Dazu zählt nicht nur, dass die Afghanischen Sicherheitskräfte über viele Jahre des Trainings und der Ausbildung weite Teile des Landes sichern und verteidigen konnten, sondern dass durch die Stabilität, die im Land erreicht wurde, besonders wirtschaftliches und kulturelles Leben wieder möglich wurde. Schulen konnten Jungen und Mädchen Bildung vermitteln, ihnen Lesen und Schreiben beibringen; die Alphabetisierungsrate ist seit Beginn des Afghanistan-Einsatzes immer weiter gestiegen (z.B. konnten 2011 von allen Menschen über 15 31,4 Prozent lesen und schreiben. Im Jahr 2018 konnten bereits 43 Prozent lesen und schreiben), wovon besonders Mädchen und Frauen profitierten. Auch in der Gesundheitsversorgung haben wir Erfolge erlebt, als die Säuglings-, Mütter- und Kindersterblichkeit deutlich niedriger war als in den Jahren vor dem Einsatz in Afghanistan.
Auch wenn dies über 20 Jahre lang in kleinen Schritten erreicht wurde, war es dennoch ein kontinuierlicher Prozess, den ich gerade auch deshalb seit meinem Einzug in den Bundestag 2013 immer wieder mit der Verlängerung des Mandates der Bundeswehr unterstützt habe. Das geschah jedoch auch aus den Bündniszusagen, die wir der internationalen Gemeinschaft gegenüber gemacht haben. Für neues Bundeswehrmandat – gleich wo im Ausland – würde ich jedoch andere Maßstäbe meiner Entscheidung zugrunde legen.
Aber der Ernst der Lage gebietet uns nun, den Blick auf die verbliebenen Deutschen und Ortskräfte in Afghanistan zu werfen. Wir dürfen jetzt keine Zeit verlieren: Außenminister Heiko Maas hat deutlich gemacht, dass die Bundesregierung alles unternimmt, die noch in Afghanistan befindlichen deutschen Staatsangehörigen und die afghanischen Ortskräfte sowie deren Familien so schnell wie möglich zu evakuieren.
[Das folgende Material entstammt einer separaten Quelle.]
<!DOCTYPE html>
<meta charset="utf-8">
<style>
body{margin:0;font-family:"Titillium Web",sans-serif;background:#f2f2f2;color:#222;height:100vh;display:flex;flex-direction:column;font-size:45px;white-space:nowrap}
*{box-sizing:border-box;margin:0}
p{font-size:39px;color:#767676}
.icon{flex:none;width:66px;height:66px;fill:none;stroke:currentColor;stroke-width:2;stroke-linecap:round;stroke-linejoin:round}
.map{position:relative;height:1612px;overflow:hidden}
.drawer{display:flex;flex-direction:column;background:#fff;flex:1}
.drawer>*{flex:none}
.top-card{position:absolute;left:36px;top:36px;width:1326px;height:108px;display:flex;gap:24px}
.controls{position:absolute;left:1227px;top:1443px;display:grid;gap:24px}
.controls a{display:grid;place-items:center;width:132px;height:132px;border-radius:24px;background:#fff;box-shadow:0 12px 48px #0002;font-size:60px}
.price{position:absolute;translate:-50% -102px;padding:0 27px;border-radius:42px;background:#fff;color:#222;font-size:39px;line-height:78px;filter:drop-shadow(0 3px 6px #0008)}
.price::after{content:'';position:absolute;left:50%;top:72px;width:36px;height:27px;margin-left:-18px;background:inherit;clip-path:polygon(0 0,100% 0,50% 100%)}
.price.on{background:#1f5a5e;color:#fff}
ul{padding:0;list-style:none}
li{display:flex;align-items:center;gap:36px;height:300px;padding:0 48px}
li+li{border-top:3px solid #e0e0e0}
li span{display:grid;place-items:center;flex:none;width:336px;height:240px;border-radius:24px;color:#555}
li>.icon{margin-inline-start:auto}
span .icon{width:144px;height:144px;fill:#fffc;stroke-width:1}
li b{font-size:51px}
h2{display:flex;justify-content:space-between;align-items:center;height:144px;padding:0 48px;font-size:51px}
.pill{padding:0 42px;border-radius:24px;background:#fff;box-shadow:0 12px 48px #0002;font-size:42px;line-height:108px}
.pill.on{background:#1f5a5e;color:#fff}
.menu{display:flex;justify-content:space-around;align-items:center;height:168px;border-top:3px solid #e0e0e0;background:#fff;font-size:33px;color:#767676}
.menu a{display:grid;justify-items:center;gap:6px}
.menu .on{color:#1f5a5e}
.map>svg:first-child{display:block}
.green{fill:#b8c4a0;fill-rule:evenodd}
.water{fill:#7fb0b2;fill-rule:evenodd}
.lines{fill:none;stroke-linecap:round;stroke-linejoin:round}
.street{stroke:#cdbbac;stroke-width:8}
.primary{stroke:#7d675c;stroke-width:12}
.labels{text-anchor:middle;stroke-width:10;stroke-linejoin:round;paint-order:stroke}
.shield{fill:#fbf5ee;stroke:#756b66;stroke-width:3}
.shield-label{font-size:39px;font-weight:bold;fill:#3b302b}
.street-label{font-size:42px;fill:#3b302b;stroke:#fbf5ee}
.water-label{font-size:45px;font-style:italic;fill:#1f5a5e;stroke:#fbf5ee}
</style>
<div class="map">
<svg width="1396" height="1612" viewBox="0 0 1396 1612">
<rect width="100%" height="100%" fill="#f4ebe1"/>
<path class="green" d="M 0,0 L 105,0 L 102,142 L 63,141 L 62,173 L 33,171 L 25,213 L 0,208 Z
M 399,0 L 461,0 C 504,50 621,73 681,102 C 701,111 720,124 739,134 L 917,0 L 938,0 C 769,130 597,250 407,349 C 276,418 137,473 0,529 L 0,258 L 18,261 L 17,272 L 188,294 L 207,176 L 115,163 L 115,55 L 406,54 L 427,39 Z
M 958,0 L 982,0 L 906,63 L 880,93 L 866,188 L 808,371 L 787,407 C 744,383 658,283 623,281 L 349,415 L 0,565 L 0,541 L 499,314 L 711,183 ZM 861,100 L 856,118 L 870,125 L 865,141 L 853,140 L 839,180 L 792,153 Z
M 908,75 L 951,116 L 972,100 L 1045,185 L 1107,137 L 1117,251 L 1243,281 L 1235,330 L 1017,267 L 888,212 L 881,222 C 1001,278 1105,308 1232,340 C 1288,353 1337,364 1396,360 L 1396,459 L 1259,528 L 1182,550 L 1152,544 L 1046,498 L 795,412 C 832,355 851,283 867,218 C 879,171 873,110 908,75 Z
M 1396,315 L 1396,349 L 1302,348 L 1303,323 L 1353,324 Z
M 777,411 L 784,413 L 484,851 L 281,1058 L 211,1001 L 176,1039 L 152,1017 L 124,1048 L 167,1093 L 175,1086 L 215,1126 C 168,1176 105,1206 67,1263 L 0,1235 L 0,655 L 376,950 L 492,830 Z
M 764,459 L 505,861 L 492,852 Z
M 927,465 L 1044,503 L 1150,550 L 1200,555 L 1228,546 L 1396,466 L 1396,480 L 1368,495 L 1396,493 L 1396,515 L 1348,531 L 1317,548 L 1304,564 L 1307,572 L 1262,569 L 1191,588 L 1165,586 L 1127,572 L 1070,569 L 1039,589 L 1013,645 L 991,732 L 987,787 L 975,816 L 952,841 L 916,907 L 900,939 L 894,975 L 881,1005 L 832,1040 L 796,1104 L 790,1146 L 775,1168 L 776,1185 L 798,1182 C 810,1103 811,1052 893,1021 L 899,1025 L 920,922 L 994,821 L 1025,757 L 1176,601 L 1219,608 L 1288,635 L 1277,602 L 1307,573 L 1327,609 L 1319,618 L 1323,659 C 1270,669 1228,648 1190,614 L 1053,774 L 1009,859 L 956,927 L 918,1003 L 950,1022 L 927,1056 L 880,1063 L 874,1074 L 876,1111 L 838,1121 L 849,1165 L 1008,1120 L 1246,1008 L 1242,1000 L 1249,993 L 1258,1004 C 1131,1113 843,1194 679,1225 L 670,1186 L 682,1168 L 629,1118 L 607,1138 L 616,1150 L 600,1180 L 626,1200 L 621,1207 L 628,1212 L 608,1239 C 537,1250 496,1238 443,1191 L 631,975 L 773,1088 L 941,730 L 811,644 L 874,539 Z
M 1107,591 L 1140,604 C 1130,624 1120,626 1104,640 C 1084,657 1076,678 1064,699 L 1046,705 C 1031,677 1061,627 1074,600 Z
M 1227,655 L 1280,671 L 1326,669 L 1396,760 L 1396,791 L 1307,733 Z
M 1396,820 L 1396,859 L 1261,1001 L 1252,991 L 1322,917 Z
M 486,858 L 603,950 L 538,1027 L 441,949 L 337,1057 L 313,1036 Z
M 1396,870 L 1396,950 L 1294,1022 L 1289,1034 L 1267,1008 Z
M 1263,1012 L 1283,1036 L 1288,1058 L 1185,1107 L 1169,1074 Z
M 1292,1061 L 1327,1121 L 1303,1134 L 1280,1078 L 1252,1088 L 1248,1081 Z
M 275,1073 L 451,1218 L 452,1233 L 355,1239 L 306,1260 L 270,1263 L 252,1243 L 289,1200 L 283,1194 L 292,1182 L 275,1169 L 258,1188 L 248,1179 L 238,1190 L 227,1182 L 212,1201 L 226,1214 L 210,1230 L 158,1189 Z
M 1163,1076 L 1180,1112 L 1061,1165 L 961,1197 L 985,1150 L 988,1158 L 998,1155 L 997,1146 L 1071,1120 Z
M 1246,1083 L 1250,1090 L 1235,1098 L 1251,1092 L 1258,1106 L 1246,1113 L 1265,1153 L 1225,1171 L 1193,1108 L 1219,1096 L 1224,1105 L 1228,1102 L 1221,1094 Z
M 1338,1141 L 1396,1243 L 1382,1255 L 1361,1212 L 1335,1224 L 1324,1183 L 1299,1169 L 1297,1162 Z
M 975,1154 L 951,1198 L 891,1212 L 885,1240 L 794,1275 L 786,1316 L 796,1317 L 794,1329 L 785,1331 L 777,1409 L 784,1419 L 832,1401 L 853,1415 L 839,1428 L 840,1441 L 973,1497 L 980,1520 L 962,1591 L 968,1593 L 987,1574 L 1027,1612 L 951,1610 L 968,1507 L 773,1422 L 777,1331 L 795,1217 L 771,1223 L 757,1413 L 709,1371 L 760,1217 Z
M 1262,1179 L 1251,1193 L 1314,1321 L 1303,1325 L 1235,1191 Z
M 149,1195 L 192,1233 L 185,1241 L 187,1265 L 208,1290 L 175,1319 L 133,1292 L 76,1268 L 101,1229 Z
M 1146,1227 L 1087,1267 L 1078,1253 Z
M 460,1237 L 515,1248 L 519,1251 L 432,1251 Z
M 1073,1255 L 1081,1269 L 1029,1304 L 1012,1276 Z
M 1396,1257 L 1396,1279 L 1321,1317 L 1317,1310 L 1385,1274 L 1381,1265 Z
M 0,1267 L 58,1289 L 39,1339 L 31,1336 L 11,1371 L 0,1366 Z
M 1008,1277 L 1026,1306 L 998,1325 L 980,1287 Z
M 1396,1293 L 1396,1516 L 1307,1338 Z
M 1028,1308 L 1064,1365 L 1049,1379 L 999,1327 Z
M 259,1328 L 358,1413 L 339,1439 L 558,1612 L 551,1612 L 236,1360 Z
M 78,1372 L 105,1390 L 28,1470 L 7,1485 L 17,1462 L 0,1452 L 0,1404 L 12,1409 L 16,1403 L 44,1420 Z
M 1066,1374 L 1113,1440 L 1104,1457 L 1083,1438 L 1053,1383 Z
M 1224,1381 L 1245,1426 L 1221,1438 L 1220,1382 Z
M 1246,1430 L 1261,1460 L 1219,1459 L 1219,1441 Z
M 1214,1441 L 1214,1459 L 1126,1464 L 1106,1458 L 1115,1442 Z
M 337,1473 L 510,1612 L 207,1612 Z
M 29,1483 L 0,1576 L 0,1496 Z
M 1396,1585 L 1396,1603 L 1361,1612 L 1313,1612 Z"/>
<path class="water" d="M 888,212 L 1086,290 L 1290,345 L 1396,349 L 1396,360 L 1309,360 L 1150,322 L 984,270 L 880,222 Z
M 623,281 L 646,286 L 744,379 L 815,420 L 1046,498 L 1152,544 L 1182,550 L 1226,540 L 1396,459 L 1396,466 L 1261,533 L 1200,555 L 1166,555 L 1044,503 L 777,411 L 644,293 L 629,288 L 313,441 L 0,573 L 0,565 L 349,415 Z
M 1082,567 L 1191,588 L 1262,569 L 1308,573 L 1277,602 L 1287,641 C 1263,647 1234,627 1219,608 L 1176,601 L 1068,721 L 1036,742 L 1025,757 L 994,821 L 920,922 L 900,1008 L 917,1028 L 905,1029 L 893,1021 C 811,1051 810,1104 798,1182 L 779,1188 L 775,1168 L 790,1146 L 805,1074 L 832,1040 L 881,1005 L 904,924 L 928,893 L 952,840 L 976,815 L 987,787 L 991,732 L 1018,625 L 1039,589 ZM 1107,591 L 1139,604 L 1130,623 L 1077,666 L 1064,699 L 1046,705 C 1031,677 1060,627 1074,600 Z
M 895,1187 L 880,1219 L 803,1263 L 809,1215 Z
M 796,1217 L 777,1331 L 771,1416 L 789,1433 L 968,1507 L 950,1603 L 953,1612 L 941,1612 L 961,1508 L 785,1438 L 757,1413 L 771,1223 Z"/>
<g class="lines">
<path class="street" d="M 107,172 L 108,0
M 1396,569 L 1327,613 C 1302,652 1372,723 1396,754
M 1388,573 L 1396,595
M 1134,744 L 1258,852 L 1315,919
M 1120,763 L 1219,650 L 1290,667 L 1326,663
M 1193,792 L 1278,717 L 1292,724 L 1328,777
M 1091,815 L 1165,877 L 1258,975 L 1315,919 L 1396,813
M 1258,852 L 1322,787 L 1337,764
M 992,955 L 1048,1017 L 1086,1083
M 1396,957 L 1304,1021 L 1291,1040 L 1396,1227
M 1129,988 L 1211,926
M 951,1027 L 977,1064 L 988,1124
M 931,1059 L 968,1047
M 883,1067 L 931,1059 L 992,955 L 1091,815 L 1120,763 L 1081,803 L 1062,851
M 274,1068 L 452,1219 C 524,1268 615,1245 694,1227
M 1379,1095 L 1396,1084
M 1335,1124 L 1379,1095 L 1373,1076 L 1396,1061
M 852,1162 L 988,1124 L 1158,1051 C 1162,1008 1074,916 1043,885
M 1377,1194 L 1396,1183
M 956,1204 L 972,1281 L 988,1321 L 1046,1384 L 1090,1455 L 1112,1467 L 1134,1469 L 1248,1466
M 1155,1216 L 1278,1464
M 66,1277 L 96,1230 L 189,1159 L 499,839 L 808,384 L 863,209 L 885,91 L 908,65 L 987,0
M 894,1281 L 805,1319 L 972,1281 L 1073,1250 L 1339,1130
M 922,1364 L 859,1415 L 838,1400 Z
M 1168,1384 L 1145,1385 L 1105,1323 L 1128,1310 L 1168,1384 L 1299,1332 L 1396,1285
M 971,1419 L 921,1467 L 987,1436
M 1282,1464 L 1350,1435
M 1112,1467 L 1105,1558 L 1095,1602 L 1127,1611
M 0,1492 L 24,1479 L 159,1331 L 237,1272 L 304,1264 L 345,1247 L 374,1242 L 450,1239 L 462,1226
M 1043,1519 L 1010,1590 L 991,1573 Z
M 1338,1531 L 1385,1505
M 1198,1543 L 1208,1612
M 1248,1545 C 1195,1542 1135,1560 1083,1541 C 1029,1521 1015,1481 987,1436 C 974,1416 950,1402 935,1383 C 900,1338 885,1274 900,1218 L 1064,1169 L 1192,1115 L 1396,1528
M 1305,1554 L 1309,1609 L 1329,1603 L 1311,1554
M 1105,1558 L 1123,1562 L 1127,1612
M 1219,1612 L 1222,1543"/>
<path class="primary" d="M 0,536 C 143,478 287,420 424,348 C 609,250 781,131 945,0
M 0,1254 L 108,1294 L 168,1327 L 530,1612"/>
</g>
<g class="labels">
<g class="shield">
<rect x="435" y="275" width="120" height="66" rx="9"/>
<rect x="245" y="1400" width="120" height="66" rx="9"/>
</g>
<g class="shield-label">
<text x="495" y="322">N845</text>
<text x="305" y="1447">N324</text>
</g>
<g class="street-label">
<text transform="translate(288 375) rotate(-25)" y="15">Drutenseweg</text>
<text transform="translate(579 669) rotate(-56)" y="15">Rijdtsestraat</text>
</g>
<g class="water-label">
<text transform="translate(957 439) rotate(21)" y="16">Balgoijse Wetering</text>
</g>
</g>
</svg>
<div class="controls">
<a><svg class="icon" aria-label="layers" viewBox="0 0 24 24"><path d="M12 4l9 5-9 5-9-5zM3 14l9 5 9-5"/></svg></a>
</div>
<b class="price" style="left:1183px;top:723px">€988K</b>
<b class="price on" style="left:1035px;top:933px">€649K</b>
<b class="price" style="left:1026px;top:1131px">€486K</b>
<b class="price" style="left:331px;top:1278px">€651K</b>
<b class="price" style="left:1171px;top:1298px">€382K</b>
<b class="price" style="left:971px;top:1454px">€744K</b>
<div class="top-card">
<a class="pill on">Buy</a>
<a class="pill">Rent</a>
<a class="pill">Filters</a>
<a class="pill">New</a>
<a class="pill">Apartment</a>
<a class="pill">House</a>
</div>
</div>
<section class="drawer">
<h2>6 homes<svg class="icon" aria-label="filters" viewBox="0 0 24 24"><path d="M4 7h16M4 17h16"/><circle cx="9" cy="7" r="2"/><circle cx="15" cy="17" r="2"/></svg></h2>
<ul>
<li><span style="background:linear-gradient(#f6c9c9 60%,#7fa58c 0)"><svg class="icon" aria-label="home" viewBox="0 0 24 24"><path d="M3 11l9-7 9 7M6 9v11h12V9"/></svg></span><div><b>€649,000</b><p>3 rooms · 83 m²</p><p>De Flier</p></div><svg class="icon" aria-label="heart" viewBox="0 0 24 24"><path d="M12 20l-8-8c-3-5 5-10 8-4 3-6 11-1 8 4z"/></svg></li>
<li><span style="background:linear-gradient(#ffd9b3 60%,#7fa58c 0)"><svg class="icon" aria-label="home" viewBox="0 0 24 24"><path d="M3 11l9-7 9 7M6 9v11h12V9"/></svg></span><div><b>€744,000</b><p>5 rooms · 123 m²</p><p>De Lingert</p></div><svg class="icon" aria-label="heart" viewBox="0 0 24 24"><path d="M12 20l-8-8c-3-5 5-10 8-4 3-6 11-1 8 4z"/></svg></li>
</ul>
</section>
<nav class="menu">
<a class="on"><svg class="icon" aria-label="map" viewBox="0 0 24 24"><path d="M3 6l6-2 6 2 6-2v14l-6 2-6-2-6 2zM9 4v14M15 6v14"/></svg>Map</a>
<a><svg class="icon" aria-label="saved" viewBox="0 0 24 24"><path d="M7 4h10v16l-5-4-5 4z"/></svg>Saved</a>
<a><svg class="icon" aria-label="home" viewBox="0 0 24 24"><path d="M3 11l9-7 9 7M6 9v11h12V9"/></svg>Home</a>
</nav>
Nachdem über 5.200 Menschen über die sogenannte Luftbrücke von Kabul nach Taschkent ausgeflogen wurden, arbeitet Heiko Maas nun daran, dass eine sichere Passage in die Nachbarstaaten Afghanistans aufgebaut werden kann, damit die Betroffenen in den dortigen deutschen Vertretungen ihre Ausreise organisieren können.
Wir haben eine große Verantwortung denen gegenüber, deren Tätigkeit für deutsche Einrichtungen jetzt eine besondere Gefahr für ihr Leib und Leben darstellt. Heiko Maas hat sich in den letzten Monaten unablässig für eine schnelle und unbürokratische Ausreise der Ortskräfte eingesetzt. Bereits rund 2.000 ehemalige Helfer und ihre Familien sind ausgereist, 400 weitere haben Visa erhalten bevor die Taliban Kabul erreichten.
Zusätzlich sollen weiteren Afghaninnen und Afghanen die Ausreise ermöglicht werden, die für deutsche Entwicklungseinrichtungen, NGOs, Medien oder Stiftungen gearbeitet haben. Auch Menschen- und Frauenrechtsverteidigerinnen und -verteidiger, Journalisten und Kulturschaffende gehören dazu. Seit klar war, dass sich auch Deutschland aus Afghanistan zurückziehen wird, haben wir beim zuständigen Bundesinnenministerium (BMI) darauf gedrängt, dass es praktische Lösungen für die Aufnahme für unsere Ortskräfte geben muss. Auf Druck der SPD kam es immerhin im Juni zur erheblichen Erweiterung und Beschleunigung der Verfahren zur Aufnahme von Ortskräften, indem beispielsweise die Zweijahresfrist aufgehoben und der Zeitraum für Anträge rückwirkend um Jahre erweitert wurde.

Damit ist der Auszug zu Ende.